Firstly, thank you all so much for the stars and hearts for yesterday's dragonfly. I have to admit I was very pleased to have captured some good images of flying dragonflies, after many years of failure!

Today's image is perhaps less attractive, but nonetheless interesting. Pete brought back a large sample of Hydrodictyon reticulatum from a lake in Surrey that he was surveying yesterday.
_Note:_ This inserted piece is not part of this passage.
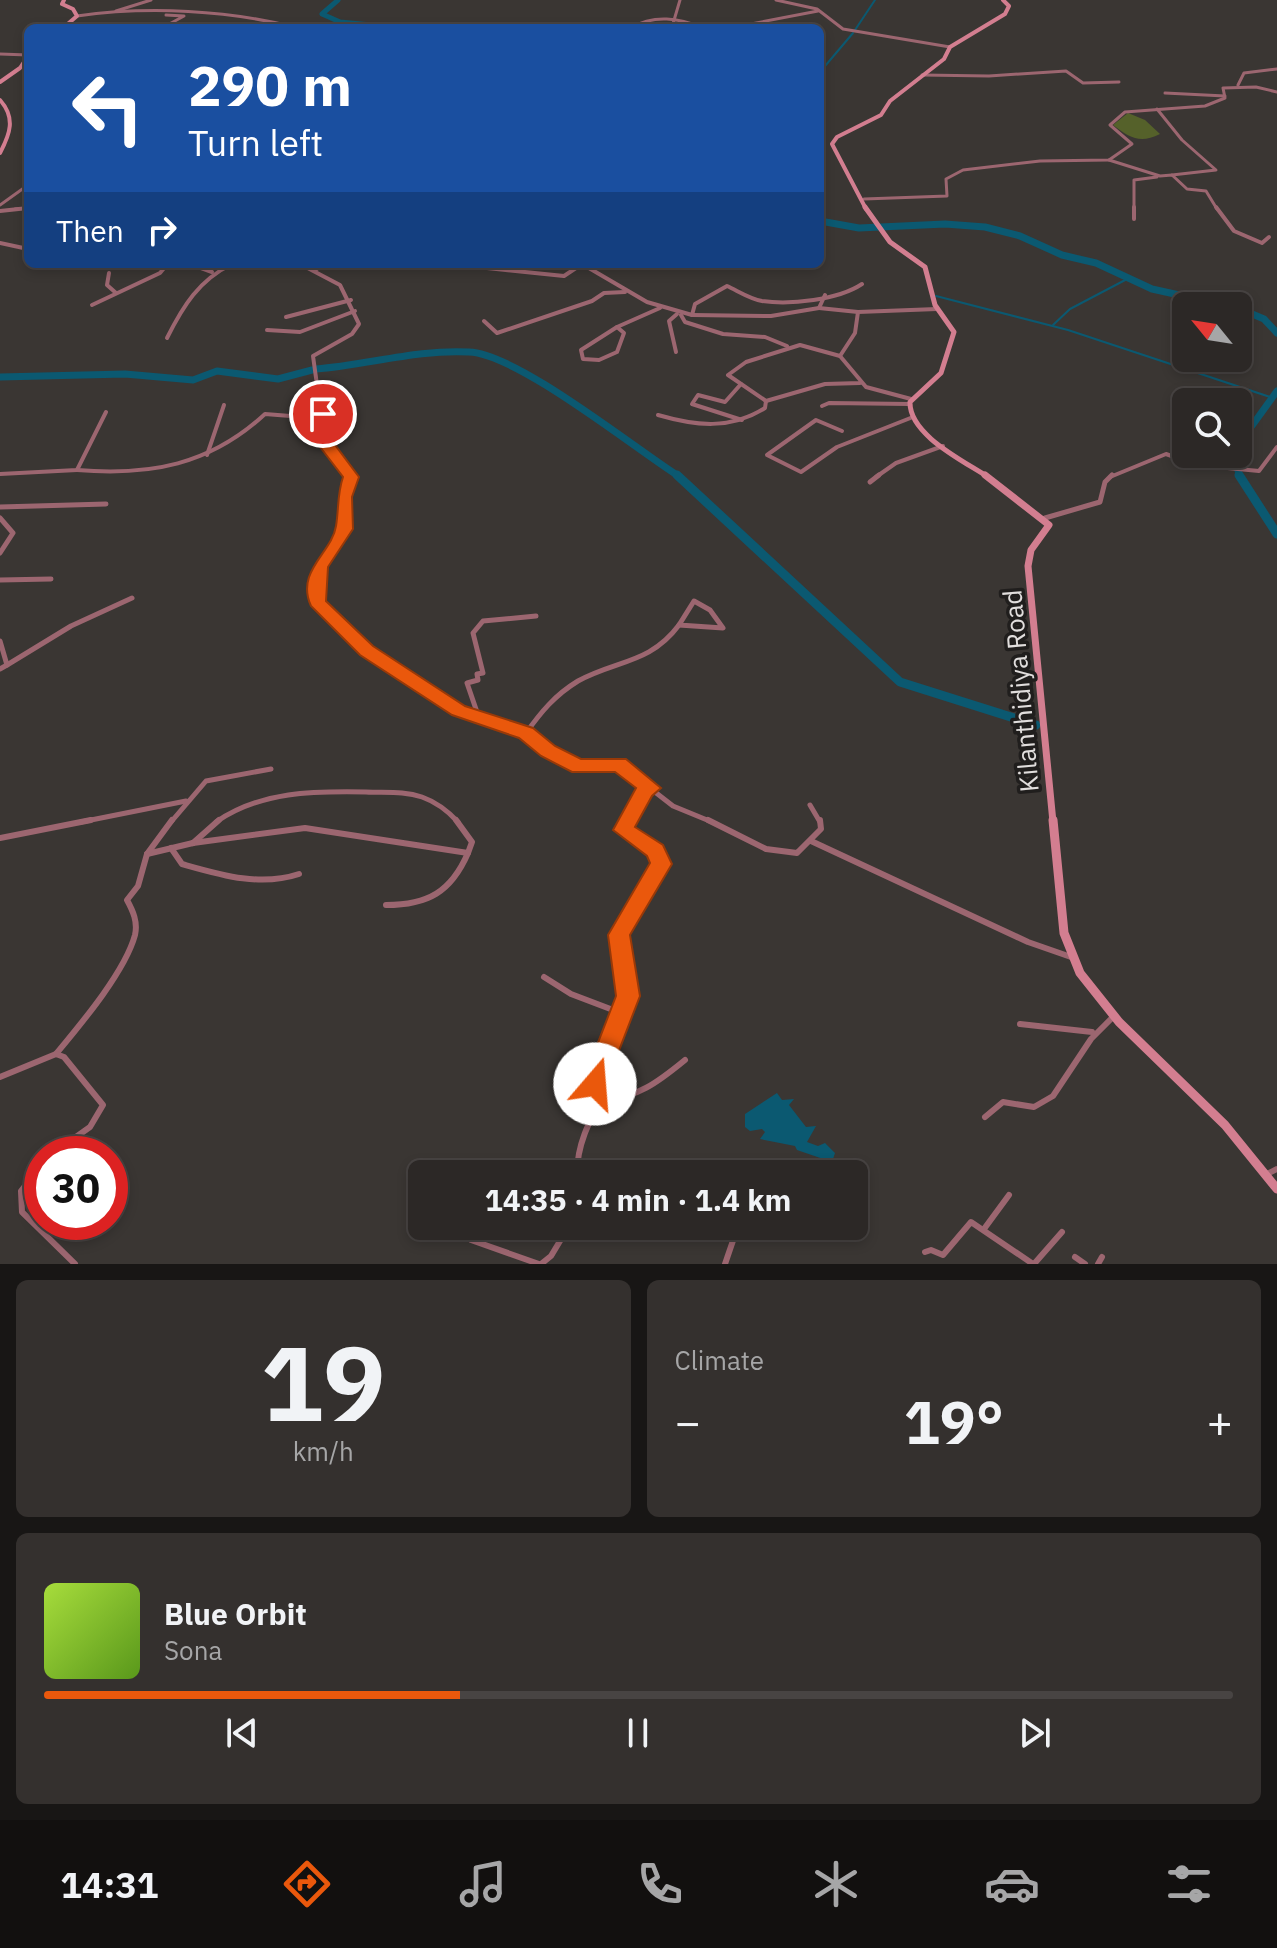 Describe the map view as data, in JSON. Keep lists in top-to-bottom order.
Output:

This is a very invasive nuisance alga, and is commonly known as 'water-net' reflecting the net-like structure of its sack or membrane-like colonies. The individual cells are quite large for an alga, and join with two or three adjacent cells to form polygonal shapes, primarily hexagons, but with a smattering of pentagons and heptagons.

Over the past 20 years it has become more common and widely distributed in ponds, lakes and rivers in the British Isles. Water-net is a serious nuisance because it clogs waterways and irrigation ditches, taints potable water, causes economic losses to trout fisheries, smothers aquatic plants and fauna and adversely impacts boating, fishing, swimming and tourism.

The rapid spread of the water-net is believed to be a response to elevated and extended summer water temperatures and low river flows caused by climate change. The extensive mats start to break up un the autumn and have usually gone by the end of September. This one is already looking a little worse for wear, with a number of tears in its structure. Perhaps one day I'll be able to photograph one in better condition.